Great things lie ahead for DCU hurlers, claims Wexford star Foley

Patrick Lynch

14 February 2017; Tom Devine of University College Cork in action against Paudie Foley of DCU Dóchas Éireann during the HE GAA Fitzgibbon Cup Quarter-Final match between University College Cork and DCU Dóchas Éireann at Mardyke in Cork. Photo by Eóin Noonan/Sportsfile

The first thing one notices about Paudie Foley when he steps into a room is his massive physical presence. Standing at well over six feet, the rangy half-back is blessed with a huge strike and an exceptional ability to read the play.

Taking into account his aerial ability, he is one of the most promising young defenders in the country and the launchpad for DCU’s attack.

2017 proved to be an historic year for DCU’s hurlers as they reached their first ever Fitzgibbon Cup quarter-final, but Foley was reluctant to call the season an outright success.

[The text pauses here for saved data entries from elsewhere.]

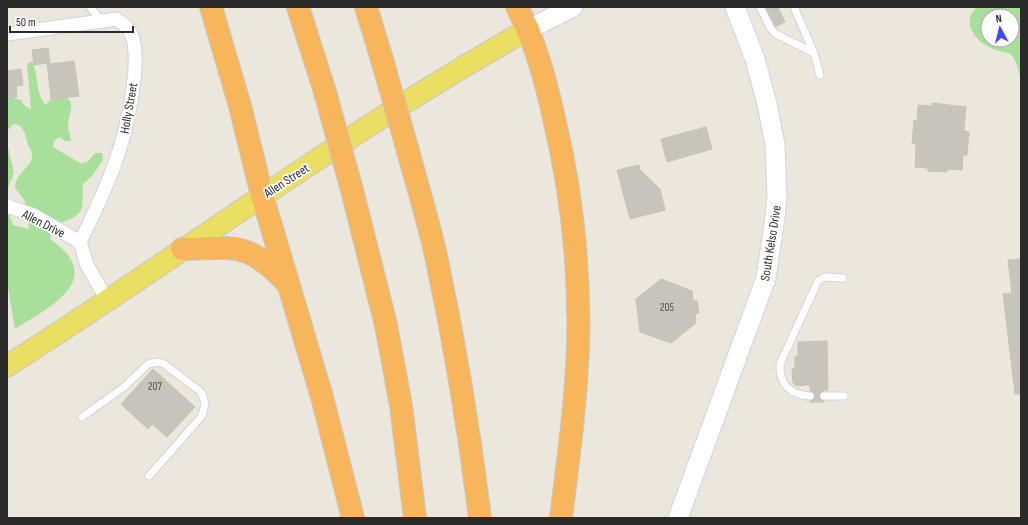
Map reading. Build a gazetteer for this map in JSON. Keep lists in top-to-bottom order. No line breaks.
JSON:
{"streets":{"main road":["Allen Street","South Kelso Drive"],"street":["Holly Street","Allen Drive"]},"crossings":[["Holly Street","Allen Drive"]],"house_numbers":["205","207"],"scale_bar":"50 m","north":"top"}
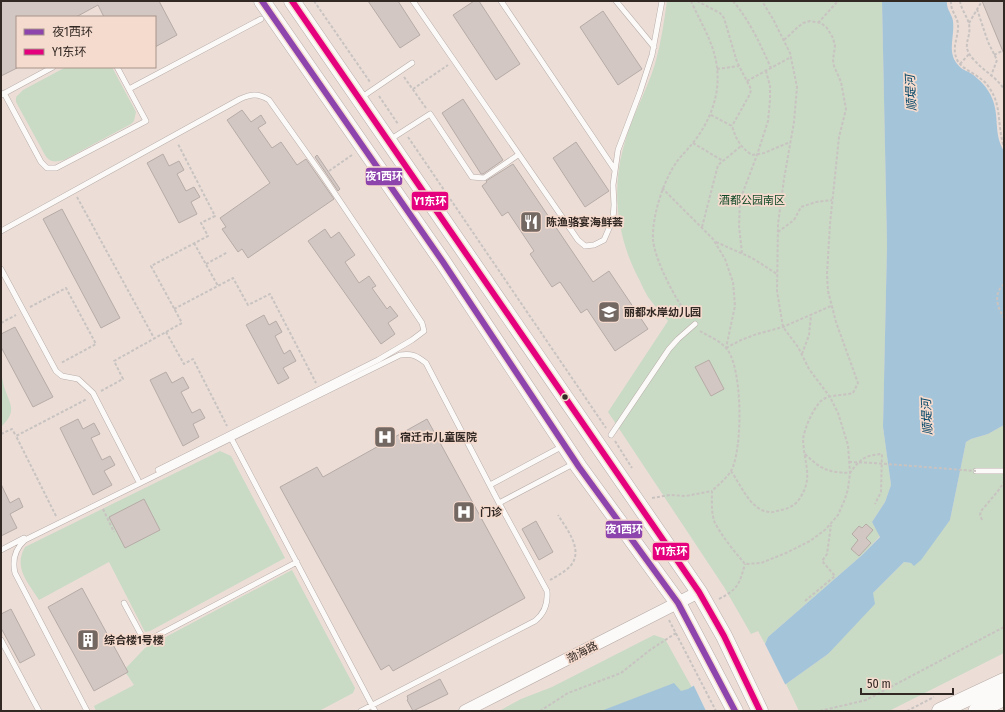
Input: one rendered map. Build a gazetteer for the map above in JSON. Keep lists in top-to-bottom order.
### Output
{
  "streets": {
    "street": ["渤海路"]
  },
  "water": ["顺堤河"],
  "parks": ["酒都公园南区"],
  "places": {
    "restaurant": ["陈渔骆宴海鲜荟"],
    "school or university": ["丽都水岸幼儿园"],
    "hospital": ["宿迁市儿童医院", "门诊"],
    "building": ["综合楼1号楼"]
  },
  "lines": ["transit line 夜1西环", "transit line Y1东环"],
  "legend": ["夜1西环", "Y1东环"],
  "scale_bar": "50 m"
}
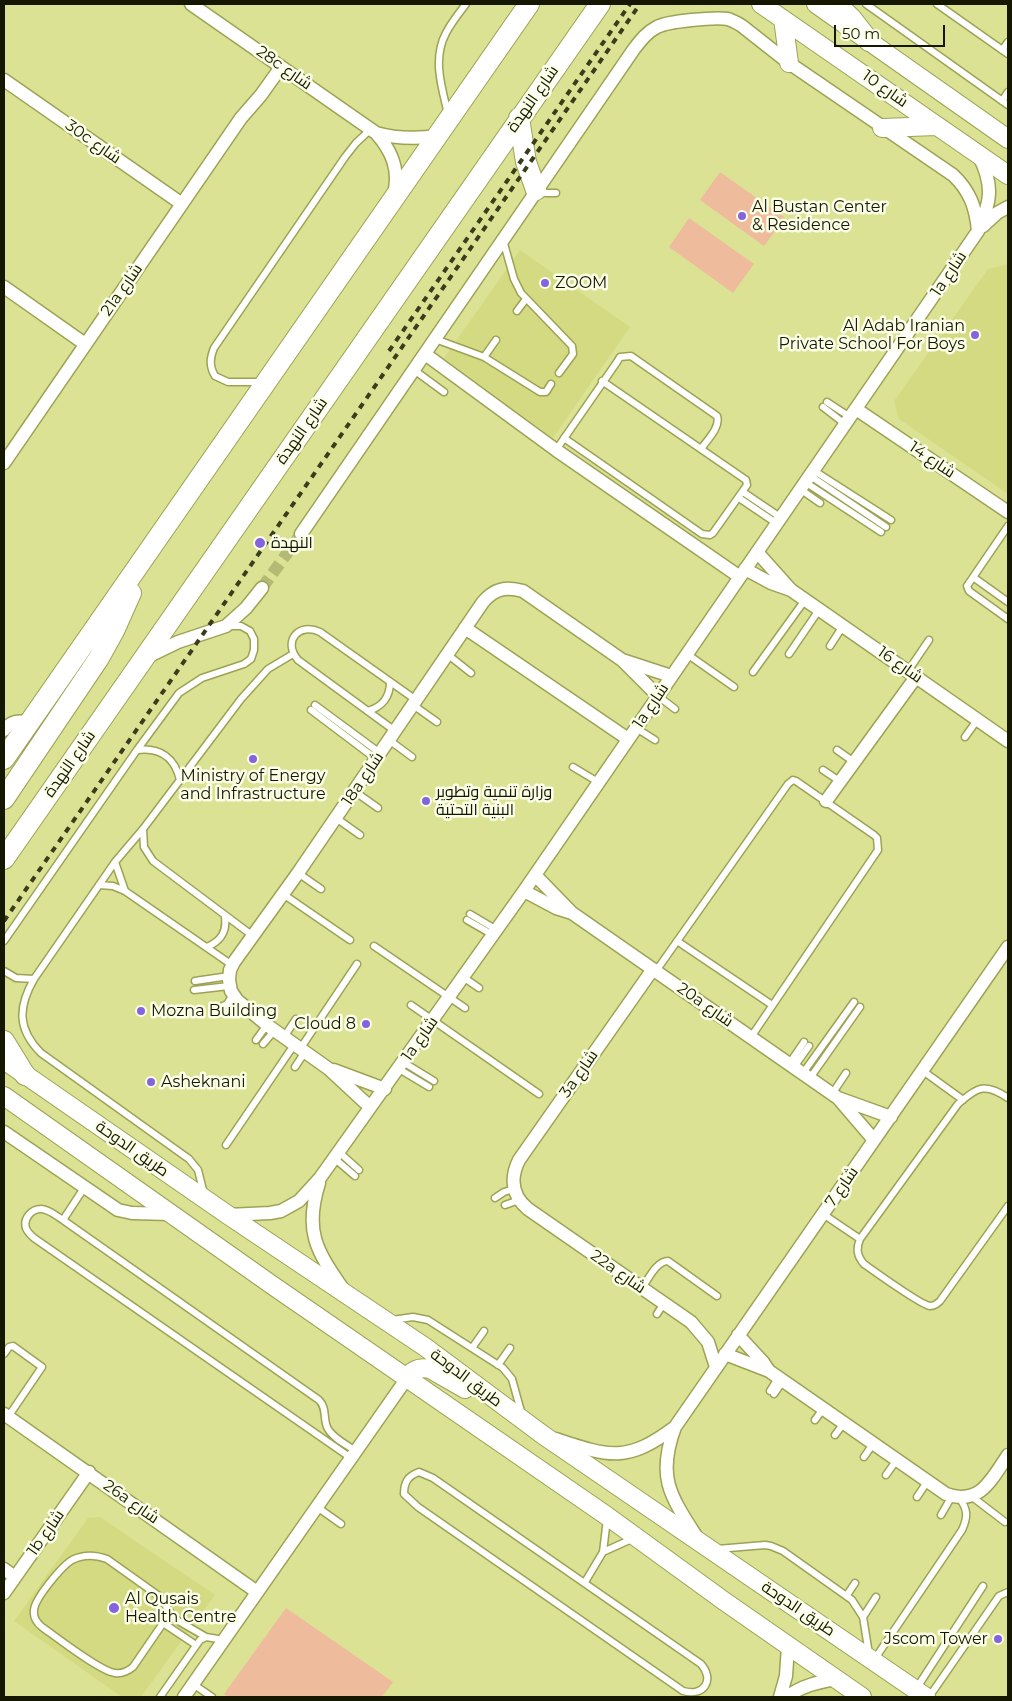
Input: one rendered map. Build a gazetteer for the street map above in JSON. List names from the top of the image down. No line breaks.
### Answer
{"streets":{"main road":["شارع 10","شارع النهدة","طريق الدوحة"],"street":["28c شارع","30c شارع","1a شارع","21a شارع","شارع 14","شارع 16","18a شارع","20a شارع","3a شارع","شارع 7","22a شارع","26a شارع","1b شارع"]},"crossings":[["28c شارع","21a شارع"],["شارع 10","1a شارع"],["30c شارع","21a شارع"],["1a شارع","شارع 14"],["1a شارع","شارع 16"],["1a شارع","18a شارع"],["1a شارع","20a شارع"],["1a شارع","طريق الدوحة"],["20a شارع","3a شارع"],["20a شارع","شارع 7"],["3a شارع","22a شارع"],["طريق الدوحة","شارع 7"],["شارع 7","22a شارع"],["26a شارع","1b شارع"]],"places":["Al Bustan Center & Residence","ZOOM","Al Adab Iranian Private School For Boys","النهدة","Ministry of Energy and Infrastructure","وزارة تنمية وتطوير البنية التحتية","Mozna Building","Cloud 8","Asheknani","Al Qusais Health Centre","Jscom Tower"],"scale_bar":"50 m"}
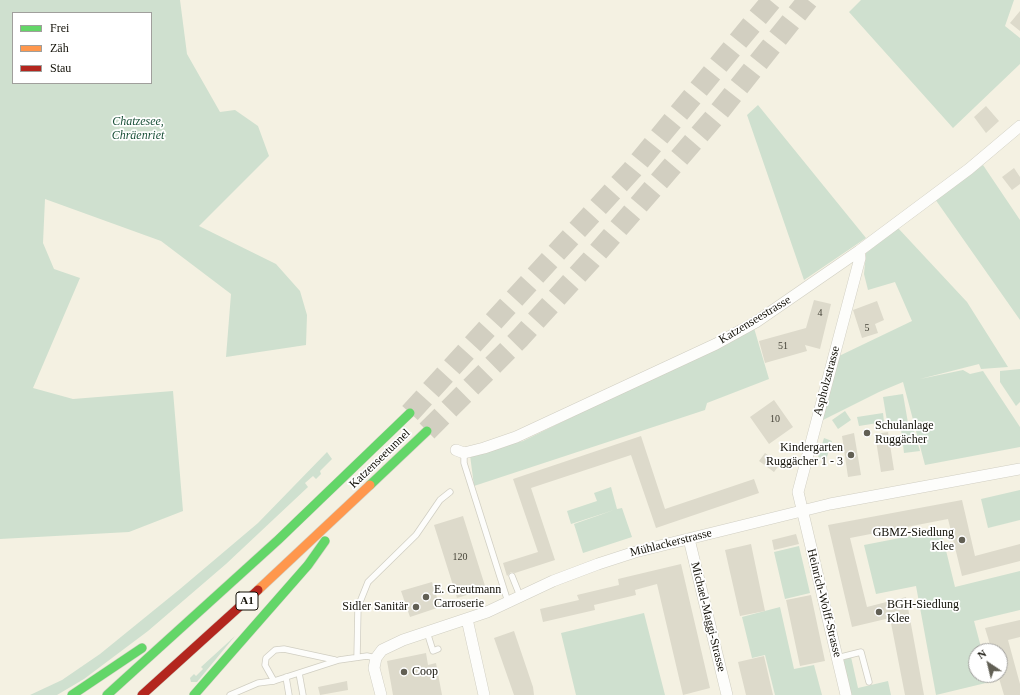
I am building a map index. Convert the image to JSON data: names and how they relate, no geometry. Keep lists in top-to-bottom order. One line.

“It was a step forward. I wouldn’t really call it an achievement yet. We have the potential to go further, with this year’s freshers’ team winning the All-Ireland.

“We should have beaten UCC (in the quarter-final) and we’re not losing many lads next year with the exception of Mick Heeney, Tony French and a few others, so we’re aiming to reach the Fitzgibbon final’s weekend next year.”

Nonetheless, Foley was delighted by the manner of his side’s 1-14 to 0-10 group stage victory over a confident Waterford IT.

“They came up thinking they were going to walk through us but we were quietly confident and we performed well on the night.

“Even in the defeats to LIT and UCC there were spells where we played unbelievably on the day but unfortunately came just short.”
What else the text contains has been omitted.